The Fifth Amendment to the Constitution states that the government may not take private property for public use without just compensation. In 1992, in Lucas v. South Carolina Coastal Council, the Supreme Court found that regulations which render a parcel of land “valueless” are takings under the Fifth Amendment. Specifically, the Court said, a taking occurs when a “regulation denies all economically beneficial or productive use of land.” Yet the meaning of “valueless” is unclear (is an old clunker “valueless” if it gets you to work but can’t be sold for anything?), and it’s only complicated by the vagueness of the phrase “economically beneficial or productive use.” Consequently, since that decision, federal courts and state courts have been divided about distinction between value and use.
It is in that divide that Douglas and Patricia Leone find themselves. In 2000, the Leones purchased a plot of land on the island of Maui, Hawaii. They, like others in the area, bought the property for the express purpose of building a single‐family home. But the Maui County government’s plan called for a park on the lot and they subsequently denied the Leones their building permit. Recognizing that their land was no longer of viable economic use to them, the Leones sued. They argued that, by prohibiting their building project in favor of keeping the lot empty for the park, the government had taken their land for public use without compensation.
A jury rejected that argument. While the county had indeed prohibited the Leones from developing the land, the land did have some investment value as an empty lot. In addition, as the Hawaiian Supreme Court noted in its affirmance, the land could have some value if used for servicing the patrons of the park as a concession stand. Therefore, because the Leones’ land retained some residual value, it must have some economically beneficial use.
Moreover, in deciding cases like the Leones’, some courts hold that compensation is categorically required when a landowner shows that the government action has denied all economically viable uses of the property. Other courts, like the Hawaii Supreme Court, require that the landowner also show that the government’s action has rendered the property “completely valueless.” Yet this additional element is inconsistent with the Supreme Court’s holding in Lucas. Although property without value has no economically beneficial use, property with no viable use may retain some value.
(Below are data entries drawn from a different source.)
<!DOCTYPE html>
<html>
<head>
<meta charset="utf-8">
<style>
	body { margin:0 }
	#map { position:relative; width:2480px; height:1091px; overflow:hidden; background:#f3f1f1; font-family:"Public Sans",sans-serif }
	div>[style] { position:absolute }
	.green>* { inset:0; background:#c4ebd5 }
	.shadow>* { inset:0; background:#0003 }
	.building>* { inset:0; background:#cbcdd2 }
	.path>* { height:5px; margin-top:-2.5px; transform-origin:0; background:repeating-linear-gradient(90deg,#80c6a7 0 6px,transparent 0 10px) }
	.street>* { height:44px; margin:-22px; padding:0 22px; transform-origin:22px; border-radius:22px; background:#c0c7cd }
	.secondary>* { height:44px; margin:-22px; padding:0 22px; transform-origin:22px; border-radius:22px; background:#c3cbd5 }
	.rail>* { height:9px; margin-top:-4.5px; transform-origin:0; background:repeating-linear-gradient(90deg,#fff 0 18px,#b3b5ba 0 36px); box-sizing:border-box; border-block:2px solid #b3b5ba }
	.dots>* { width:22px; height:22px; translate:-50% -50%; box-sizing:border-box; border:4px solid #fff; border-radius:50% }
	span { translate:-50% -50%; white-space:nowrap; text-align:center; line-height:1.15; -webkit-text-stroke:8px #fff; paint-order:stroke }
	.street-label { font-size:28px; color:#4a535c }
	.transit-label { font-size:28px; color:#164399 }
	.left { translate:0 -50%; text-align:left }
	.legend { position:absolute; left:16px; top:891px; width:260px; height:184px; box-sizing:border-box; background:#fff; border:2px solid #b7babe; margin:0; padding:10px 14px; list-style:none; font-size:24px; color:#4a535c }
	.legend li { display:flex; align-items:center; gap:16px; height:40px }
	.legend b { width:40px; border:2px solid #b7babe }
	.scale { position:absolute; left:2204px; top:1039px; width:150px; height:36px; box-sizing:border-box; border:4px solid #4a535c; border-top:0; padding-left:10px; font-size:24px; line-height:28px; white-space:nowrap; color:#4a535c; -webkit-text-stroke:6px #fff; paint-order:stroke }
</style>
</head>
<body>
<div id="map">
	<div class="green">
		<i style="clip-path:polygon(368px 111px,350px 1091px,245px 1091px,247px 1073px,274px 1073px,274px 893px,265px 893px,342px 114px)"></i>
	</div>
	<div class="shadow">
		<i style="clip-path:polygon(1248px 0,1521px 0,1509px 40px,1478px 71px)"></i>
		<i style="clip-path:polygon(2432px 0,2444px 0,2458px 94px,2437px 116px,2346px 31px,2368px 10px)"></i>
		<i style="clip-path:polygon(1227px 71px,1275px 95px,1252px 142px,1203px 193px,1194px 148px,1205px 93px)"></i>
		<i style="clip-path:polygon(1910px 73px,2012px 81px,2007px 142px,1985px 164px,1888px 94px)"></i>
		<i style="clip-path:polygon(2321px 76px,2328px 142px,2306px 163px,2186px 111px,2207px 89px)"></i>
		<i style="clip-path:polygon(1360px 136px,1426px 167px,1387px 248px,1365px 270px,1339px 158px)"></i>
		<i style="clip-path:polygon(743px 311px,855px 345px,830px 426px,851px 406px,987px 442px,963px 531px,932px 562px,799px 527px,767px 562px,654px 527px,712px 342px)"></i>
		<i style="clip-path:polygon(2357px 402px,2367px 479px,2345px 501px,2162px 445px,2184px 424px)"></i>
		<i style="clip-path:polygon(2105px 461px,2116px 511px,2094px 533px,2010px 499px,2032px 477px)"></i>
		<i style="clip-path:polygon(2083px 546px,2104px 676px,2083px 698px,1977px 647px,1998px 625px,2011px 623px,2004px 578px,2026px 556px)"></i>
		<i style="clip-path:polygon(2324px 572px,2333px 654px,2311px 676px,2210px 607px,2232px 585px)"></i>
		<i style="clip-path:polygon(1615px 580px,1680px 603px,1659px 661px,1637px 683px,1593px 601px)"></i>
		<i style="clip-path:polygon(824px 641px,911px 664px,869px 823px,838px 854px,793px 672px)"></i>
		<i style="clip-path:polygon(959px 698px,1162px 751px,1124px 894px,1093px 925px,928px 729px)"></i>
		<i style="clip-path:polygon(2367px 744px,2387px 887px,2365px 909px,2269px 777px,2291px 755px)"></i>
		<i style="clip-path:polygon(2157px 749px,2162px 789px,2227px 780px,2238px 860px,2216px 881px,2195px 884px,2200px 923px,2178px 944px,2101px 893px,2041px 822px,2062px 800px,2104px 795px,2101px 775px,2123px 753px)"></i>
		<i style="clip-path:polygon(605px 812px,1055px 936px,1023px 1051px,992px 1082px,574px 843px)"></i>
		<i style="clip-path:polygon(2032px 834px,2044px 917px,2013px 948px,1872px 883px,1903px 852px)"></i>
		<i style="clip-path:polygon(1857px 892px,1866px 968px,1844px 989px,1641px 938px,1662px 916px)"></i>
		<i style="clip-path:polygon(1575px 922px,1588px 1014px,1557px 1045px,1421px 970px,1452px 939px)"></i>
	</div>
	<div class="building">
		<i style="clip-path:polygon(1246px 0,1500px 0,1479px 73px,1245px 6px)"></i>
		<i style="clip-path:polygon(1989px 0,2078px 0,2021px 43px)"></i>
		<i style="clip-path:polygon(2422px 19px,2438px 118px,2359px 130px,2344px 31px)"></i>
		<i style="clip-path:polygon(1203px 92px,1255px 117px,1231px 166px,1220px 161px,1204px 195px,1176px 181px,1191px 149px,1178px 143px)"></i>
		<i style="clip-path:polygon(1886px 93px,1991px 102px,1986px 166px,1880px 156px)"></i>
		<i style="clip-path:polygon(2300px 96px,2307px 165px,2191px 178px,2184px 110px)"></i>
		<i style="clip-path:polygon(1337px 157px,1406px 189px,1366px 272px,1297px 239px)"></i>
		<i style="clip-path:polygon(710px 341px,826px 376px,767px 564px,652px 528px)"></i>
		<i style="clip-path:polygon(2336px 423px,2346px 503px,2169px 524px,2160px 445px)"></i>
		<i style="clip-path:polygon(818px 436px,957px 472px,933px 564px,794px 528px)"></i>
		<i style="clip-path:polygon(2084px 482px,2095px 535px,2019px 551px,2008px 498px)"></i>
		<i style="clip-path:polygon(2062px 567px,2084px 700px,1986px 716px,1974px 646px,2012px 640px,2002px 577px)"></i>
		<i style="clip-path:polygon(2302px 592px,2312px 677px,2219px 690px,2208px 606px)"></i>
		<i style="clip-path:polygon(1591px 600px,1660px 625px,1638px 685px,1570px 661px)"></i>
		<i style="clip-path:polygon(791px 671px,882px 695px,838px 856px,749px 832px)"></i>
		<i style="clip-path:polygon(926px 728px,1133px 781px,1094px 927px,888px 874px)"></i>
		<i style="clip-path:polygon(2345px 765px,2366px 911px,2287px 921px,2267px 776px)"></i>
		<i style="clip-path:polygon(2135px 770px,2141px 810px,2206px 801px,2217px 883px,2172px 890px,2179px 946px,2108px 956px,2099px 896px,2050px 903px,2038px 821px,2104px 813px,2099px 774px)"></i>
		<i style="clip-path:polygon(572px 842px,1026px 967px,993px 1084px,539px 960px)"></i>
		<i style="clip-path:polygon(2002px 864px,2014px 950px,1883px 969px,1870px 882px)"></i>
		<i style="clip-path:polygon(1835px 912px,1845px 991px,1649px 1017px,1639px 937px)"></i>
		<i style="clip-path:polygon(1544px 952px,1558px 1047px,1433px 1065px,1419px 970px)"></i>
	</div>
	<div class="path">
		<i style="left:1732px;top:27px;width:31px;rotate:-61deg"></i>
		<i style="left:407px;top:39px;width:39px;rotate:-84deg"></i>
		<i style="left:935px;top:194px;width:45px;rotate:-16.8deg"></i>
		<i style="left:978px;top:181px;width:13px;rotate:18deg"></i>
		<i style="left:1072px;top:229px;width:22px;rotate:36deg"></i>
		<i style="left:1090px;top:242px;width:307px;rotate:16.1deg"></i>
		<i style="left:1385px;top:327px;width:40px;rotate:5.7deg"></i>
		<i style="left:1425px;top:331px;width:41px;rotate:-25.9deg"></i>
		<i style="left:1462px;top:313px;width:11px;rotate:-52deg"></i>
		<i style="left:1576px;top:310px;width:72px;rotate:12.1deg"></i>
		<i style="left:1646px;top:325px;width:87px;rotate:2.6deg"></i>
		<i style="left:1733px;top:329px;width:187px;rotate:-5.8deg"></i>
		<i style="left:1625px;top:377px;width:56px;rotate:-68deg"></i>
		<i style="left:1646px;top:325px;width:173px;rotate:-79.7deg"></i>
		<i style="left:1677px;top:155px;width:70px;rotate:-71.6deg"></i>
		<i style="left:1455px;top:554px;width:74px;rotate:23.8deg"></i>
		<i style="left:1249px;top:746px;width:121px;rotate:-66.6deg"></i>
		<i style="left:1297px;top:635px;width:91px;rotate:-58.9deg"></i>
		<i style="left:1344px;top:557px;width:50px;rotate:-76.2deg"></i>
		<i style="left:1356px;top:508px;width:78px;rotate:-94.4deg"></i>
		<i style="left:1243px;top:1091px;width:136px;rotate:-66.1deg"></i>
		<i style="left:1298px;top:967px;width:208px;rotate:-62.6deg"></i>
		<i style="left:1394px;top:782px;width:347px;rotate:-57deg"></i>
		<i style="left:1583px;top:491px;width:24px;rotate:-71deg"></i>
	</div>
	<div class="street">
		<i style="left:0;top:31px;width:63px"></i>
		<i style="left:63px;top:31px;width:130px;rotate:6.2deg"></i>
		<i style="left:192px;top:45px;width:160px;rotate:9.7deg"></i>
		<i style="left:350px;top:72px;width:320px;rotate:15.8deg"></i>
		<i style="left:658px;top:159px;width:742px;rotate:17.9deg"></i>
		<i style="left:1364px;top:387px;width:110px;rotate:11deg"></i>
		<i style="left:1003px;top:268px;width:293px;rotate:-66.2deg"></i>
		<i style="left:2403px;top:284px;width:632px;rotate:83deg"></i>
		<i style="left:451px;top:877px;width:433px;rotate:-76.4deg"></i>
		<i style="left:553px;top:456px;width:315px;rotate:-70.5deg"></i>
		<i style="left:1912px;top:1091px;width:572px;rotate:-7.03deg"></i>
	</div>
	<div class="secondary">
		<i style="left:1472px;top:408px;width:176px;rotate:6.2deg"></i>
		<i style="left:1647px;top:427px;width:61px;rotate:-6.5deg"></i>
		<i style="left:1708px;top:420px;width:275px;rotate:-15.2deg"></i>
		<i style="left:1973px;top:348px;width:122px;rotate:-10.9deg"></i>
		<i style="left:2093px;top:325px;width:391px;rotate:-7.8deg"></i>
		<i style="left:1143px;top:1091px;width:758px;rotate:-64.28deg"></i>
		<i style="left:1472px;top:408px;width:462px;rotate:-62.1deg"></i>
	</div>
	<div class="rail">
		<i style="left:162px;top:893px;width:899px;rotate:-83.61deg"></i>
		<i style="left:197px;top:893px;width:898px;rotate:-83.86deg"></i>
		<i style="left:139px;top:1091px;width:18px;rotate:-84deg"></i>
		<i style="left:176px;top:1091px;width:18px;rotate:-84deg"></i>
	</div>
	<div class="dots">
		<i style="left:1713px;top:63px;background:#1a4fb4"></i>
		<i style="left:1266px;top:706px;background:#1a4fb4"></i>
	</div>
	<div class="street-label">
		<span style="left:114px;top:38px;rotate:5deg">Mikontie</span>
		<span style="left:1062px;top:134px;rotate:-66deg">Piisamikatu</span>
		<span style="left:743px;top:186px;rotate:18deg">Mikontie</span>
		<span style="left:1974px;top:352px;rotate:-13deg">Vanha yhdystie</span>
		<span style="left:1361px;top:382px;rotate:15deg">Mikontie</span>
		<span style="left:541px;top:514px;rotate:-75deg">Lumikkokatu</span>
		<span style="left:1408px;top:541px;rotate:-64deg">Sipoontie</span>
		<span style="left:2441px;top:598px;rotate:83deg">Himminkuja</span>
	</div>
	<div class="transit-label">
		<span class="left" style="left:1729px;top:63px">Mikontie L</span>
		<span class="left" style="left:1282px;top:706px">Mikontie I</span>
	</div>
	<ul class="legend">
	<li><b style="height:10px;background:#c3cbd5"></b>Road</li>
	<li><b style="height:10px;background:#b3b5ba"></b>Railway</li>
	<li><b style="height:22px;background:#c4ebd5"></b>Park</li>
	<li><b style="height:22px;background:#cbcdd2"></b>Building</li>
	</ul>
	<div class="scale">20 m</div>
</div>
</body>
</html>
Cato has filed a brief in support of the Leones, which is joined by the Pacific Legal Foundation, the Owners’ Counsel of America, the Southeastern Legal Foundation, the Land Use Research Foundation of Hawaii, the NFIB legal center, and Professor David L. Callies of the University of Hawaii. We argue that the Supreme Court should resolve the conflict between “use” and “value” and confirm that a categorical taking occurs when regulation denies all “economically beneficial use” of land. A use‐based rule avoids arbitrariness by focusing on the property owner’s permitted uses under challenged regulations. It is far easier for a court to determine what are the property’s remaining uses than to determine its remaining monetary “value.” We also point out that review is also warranted because the Hawaii court’s analysis undermined Lucas by identifying residual uses, like a concession stand, with no assessment of whether such an undertaking is economically viable. Until the Supreme Court adds clarity, the distinction between “use” and “value” will continue to confuse lower courts and deny property owners their just compensation.